Below is the sample code. Seems simple enough but what I find online makes this far too complex. I am simply wanting to create a third data frame that contains one column.. the areas that common to firstdf and seconddf.
area1 <- c("001","005","007","009","011","013","015","017","019","021","023","025")
Employment1 <- c(2,4,6,8,110,12,14,15,16,17,12,20)
firstdf <- data.frame(area1,Employment1)
area2 <- c("005","007","011","013","015","021","027","033")
Employment2 <- c(100,101,102,103,104,111,321,522)
seconddf <- data.frame(area2,Employment2)
intended result
thirddf =>
area
005
007
011
013
015
021
CodePudding user response:
We can use intersect
:
data.frame(area = intersect(firstdf$area1, seconddf$area2))
# area
# 1 005
# 2 007
# 3 011
# 4 013
# 5 015
# 6 021
though there's no need for the frame, it can easily be intersect(..)

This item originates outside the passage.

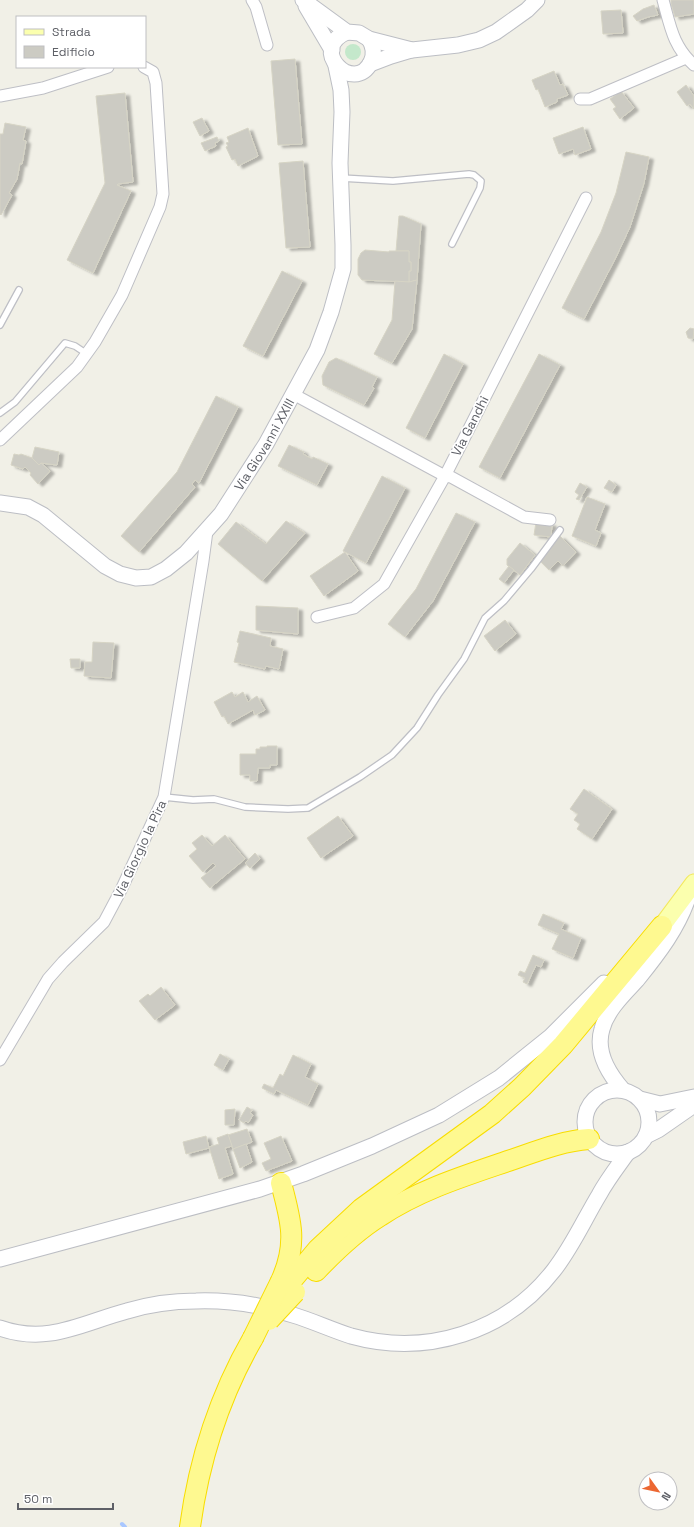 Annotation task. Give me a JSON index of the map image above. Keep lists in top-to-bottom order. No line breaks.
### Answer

without the wrapping data.frame(.)
.
Candidly, though, it is common to want to preserve the other columns from either or both frames. Some thoughts:
### rows where `area` is in both
merge(firstdf, seconddf, by.x = "area1", by.y = "area2")
# area1 Employment1 Employment2
# 1 005 4 100
# 2 007 6 101
# 3 011 110 102
# 4 013 12 103
# 5 015 14 104
# 6 021 17 111
### always keep first frame
merge(firstdf, seconddf, by.x = "area1", by.y = "area2", all.x = TRUE)
# area1 Employment1 Employment2
# 1 001 2 NA
# 2 005 4 100
# 3 007 6 101
# 4 009 8 NA
# 5 011 110 102
# 6 013 12 103
# 7 015 14 104
# 8 017 15 NA
# 9 019 16 NA
# 10 021 17 111
# 11 023 12 NA
# 12 025 20 NA
### always keep second frame
merge(firstdf, seconddf, by.x = "area1", by.y = "area2", all.y = TRUE)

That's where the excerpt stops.